Snider G L, Lucey E C, Stone P J
Pulmonary Section, Boston Veterans Administration Medical Center Massachusetts.
Am J Respir Crit Care Med. 1994 Dec;150(6 Pt 2):S131-7. doi: 10.1164/ajrccm/150.6_Pt_2.S131.
Many individuals with emphysema are unable to stop smoking despite the best efforts of specialists in smoking cessation. Because emphysema is a slowly progressive disease, it is rational to attempt to develop drugs for it. The hope is that drug therapy will slow the rate of decline of lung function, thereby delaying the onset of disability and prolonging life.

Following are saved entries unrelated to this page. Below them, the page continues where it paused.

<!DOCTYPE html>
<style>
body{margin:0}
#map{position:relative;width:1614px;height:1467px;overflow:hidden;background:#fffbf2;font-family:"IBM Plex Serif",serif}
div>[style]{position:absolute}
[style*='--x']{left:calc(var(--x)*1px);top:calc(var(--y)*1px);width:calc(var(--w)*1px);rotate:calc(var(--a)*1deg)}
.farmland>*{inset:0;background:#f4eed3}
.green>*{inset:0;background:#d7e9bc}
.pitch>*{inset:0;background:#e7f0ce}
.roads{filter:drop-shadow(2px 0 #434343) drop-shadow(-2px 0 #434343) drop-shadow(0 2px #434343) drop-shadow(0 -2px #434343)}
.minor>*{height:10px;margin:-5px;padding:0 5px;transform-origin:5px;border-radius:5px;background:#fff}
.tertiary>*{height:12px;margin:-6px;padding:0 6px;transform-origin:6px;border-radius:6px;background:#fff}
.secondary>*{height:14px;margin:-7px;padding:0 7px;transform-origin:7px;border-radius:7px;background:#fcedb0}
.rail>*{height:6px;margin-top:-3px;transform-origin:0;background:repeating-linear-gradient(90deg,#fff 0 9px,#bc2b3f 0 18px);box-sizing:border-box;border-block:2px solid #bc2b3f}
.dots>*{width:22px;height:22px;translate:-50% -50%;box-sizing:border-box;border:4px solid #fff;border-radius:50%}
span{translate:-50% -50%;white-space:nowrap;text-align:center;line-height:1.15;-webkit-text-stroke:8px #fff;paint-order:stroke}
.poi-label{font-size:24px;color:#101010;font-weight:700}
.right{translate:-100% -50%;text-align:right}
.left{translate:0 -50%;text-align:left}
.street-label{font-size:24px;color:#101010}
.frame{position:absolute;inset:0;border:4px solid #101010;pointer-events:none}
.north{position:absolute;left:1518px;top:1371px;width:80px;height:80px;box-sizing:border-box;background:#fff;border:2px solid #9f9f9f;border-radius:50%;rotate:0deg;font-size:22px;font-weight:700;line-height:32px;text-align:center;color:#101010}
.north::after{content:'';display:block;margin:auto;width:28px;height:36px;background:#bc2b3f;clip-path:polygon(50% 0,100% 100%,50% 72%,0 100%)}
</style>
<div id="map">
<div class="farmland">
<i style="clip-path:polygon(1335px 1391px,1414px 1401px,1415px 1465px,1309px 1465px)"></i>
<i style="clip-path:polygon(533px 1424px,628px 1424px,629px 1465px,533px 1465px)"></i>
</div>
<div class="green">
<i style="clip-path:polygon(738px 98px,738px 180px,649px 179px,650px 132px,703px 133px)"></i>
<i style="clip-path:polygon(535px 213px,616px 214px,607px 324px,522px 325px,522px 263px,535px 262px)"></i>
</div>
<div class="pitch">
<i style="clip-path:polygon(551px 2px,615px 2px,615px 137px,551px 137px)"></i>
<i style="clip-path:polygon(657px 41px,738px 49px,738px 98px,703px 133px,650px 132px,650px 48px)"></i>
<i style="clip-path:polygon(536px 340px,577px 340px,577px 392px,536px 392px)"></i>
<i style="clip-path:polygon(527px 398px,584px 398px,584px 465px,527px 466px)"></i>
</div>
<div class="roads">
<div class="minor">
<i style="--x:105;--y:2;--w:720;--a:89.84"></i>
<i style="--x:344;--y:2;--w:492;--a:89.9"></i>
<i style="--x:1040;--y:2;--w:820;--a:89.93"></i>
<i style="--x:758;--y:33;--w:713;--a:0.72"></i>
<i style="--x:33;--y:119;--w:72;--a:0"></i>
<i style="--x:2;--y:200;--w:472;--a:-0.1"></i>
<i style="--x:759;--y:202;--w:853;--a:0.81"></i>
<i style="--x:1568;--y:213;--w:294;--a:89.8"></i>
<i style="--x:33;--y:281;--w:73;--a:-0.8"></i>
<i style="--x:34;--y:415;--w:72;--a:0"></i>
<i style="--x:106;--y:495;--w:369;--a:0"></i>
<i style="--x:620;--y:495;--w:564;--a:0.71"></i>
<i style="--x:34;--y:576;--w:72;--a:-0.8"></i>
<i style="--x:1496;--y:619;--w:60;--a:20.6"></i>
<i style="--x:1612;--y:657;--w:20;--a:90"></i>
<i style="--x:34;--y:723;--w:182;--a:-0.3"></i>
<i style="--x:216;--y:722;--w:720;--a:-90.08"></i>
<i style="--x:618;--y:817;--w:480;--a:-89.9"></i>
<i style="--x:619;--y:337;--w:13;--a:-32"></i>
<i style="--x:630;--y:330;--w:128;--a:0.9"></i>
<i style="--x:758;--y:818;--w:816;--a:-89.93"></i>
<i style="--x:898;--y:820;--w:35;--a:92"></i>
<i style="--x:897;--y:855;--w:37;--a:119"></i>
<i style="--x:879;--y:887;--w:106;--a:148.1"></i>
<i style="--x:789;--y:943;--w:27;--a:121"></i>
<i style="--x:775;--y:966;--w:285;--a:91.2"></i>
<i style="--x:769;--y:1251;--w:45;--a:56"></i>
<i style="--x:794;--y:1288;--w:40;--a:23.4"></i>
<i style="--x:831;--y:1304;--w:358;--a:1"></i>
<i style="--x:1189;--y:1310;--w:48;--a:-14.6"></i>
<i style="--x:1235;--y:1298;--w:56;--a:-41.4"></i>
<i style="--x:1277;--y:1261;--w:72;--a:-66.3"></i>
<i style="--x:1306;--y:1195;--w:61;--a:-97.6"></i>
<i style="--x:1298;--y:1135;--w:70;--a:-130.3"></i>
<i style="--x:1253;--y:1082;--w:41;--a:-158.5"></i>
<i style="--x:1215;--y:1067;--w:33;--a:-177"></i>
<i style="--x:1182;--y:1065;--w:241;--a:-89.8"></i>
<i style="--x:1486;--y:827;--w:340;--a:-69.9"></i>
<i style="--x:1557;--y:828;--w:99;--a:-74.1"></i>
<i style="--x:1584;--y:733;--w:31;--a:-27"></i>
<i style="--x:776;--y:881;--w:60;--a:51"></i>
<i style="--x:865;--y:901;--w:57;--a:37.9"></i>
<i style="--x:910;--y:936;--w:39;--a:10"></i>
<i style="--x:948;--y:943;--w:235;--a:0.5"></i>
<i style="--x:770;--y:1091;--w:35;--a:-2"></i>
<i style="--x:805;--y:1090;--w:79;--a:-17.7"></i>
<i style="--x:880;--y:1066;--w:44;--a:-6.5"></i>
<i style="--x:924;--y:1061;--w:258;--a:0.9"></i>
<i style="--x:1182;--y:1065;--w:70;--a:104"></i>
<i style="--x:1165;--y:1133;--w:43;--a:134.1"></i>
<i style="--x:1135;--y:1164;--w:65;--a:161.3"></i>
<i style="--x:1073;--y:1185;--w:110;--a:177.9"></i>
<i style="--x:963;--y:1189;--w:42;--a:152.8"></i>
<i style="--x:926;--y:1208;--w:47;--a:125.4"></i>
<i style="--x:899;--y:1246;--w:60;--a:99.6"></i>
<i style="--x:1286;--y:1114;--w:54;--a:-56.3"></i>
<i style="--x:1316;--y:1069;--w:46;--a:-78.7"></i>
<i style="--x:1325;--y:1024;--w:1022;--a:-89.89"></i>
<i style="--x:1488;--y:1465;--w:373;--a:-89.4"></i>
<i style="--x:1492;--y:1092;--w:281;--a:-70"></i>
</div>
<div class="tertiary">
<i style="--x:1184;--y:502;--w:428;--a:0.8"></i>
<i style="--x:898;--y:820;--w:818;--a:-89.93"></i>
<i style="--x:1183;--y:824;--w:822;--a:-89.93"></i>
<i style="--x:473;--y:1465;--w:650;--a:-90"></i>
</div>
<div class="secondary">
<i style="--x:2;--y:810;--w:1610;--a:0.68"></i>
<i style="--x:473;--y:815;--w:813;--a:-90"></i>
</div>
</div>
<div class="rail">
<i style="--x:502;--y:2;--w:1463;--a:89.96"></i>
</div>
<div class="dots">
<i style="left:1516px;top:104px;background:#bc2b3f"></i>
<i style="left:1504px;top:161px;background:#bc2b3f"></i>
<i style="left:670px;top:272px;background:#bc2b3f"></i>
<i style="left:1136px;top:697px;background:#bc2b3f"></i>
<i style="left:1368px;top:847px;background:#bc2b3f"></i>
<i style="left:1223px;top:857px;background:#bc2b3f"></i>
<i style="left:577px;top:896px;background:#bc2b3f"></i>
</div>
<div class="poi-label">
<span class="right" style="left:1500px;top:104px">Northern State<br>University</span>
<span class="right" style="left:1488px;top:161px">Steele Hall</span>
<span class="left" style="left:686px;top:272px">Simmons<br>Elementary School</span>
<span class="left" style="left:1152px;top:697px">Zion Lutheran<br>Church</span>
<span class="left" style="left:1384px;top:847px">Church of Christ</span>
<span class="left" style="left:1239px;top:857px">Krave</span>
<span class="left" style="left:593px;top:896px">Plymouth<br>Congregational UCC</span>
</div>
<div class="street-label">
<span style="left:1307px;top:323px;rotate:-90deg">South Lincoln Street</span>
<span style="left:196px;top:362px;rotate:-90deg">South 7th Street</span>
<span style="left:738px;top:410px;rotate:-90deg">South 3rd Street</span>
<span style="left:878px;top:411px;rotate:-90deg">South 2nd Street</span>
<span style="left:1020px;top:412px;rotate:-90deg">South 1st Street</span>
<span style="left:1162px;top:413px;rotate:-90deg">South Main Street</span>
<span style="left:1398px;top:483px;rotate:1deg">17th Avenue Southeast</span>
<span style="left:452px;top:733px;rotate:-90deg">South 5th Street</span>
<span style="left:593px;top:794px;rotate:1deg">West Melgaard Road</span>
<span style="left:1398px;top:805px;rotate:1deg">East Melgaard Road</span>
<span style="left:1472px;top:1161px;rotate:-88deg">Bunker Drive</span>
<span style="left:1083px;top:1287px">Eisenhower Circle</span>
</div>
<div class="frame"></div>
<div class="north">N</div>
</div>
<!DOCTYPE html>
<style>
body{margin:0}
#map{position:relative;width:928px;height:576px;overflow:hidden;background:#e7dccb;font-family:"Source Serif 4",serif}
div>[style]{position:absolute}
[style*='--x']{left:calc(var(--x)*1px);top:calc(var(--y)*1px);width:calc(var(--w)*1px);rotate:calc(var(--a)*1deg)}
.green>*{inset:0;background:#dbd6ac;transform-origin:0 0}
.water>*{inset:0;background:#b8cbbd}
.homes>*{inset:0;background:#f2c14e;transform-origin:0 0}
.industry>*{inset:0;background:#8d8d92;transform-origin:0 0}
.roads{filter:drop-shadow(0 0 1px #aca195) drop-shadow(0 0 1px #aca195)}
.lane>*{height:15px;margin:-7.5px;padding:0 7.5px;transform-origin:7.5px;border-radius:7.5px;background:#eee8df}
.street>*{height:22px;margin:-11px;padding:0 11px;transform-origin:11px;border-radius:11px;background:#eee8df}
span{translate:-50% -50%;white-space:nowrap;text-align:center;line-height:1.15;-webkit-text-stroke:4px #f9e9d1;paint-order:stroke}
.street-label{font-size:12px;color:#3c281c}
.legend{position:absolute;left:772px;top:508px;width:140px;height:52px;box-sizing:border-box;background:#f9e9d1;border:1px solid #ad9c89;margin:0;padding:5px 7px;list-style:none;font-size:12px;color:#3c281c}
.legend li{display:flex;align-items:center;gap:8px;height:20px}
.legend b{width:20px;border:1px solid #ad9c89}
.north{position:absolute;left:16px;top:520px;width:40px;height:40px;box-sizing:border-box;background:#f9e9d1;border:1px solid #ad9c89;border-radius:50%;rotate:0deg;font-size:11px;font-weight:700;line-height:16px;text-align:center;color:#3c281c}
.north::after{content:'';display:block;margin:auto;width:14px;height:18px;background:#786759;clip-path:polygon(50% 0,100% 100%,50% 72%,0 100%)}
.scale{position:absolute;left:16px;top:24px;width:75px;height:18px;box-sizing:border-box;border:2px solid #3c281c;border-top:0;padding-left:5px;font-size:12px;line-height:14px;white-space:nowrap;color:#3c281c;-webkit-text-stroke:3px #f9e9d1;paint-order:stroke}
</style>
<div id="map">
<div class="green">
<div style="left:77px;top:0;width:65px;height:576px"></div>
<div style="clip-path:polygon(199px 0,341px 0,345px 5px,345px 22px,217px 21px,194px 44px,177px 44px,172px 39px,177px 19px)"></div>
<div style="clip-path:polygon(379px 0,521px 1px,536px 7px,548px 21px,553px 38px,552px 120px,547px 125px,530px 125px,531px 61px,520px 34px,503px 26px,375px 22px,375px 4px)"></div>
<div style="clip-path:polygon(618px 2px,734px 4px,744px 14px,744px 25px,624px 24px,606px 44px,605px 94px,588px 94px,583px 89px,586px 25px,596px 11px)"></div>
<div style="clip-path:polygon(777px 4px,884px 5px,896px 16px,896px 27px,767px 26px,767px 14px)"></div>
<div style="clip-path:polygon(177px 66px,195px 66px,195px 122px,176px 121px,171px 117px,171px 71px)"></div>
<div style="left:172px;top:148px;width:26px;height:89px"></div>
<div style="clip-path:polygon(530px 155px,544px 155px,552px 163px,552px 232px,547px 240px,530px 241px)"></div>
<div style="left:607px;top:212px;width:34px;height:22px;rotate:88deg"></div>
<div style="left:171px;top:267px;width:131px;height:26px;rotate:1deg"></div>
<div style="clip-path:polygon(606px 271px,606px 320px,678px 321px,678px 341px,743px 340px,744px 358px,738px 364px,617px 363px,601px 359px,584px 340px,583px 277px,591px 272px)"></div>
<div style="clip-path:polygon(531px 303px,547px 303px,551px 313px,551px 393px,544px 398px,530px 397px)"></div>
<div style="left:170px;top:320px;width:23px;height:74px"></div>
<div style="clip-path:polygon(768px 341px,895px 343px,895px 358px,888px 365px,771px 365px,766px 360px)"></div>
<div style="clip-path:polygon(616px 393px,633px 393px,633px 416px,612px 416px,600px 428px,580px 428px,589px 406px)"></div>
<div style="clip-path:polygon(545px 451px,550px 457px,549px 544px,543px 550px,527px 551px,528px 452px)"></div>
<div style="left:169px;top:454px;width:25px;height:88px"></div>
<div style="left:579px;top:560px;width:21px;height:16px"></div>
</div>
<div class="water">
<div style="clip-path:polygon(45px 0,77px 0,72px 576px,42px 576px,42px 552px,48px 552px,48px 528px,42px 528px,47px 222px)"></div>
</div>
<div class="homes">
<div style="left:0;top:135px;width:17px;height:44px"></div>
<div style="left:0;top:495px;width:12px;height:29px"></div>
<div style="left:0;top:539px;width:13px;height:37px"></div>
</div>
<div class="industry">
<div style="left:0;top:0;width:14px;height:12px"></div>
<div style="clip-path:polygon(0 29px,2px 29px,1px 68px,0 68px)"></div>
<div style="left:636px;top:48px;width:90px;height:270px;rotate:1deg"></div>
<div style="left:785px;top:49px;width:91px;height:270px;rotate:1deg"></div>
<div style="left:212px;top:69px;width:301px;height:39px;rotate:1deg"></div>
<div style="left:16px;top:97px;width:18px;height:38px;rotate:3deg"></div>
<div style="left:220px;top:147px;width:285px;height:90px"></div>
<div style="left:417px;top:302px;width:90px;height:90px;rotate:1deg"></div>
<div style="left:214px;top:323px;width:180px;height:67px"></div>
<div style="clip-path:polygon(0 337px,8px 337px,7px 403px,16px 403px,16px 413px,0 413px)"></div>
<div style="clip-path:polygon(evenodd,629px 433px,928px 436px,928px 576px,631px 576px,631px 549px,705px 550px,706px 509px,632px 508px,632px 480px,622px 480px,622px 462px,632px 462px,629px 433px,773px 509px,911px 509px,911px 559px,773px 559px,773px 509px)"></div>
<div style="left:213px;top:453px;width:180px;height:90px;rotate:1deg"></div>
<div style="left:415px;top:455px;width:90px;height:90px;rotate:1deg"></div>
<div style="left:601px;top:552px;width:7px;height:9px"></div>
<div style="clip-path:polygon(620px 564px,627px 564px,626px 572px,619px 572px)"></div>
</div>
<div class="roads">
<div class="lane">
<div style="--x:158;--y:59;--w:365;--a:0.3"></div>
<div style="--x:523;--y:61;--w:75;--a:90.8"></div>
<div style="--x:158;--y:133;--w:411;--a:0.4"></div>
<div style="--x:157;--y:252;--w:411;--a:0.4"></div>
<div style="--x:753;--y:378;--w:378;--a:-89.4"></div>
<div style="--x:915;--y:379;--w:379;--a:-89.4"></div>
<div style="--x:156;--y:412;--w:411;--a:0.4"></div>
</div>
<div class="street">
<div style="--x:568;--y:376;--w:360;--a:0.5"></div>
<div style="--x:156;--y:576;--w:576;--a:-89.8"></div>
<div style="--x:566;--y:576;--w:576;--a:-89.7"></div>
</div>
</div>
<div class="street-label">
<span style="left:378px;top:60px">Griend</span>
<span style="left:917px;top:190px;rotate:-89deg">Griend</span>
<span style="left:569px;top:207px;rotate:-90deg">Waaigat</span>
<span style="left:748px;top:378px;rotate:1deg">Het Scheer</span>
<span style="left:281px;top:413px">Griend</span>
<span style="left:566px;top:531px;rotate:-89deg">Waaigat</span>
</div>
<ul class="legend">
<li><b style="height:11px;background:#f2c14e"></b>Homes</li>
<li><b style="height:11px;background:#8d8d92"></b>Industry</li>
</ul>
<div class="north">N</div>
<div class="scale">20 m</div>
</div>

The major emphasis in drug development has been on antiproteases having the ability to inhibit neutrophil elastase. There are a number of potential pitfalls in the development of such drugs. Although there is gathering evidence that elastin degradation is a part of the development of human emphysema, it is evident from studies in experimental emphysema that protease-antiprotease imbalance is not the only pathogenetic mechanism that gives rise to emphysema. There is strong evidence that human centrilobular and panacinar emphysema are different in pathogenesis. Indeed, airspace enlargement may be considered one of the stereotyped ways that the lung heals after a variety of injuries. There is accumulating evidence that macrophages as well as neutrophils may participate in elastolysis; antiproteases designed to inhibit neutrophil elastase may not inhibit the metalloproteases produced by macrophages. Some antiproteases may serve to transport elastase into the interstitium of the lung and actually increase the risk of emphysema. A process study of antiprotease therapy, using a measure of alteration of elastase burden of the lungs and urinary elastin peptides and desmosine measurements as markers of elastin degradation is now feasible. An outcome study of antiprotease therapy of emphysema should not be undertaken unless there is evidence from a process study that an antiprotease has biochemical efficacy and no unacceptable side effects.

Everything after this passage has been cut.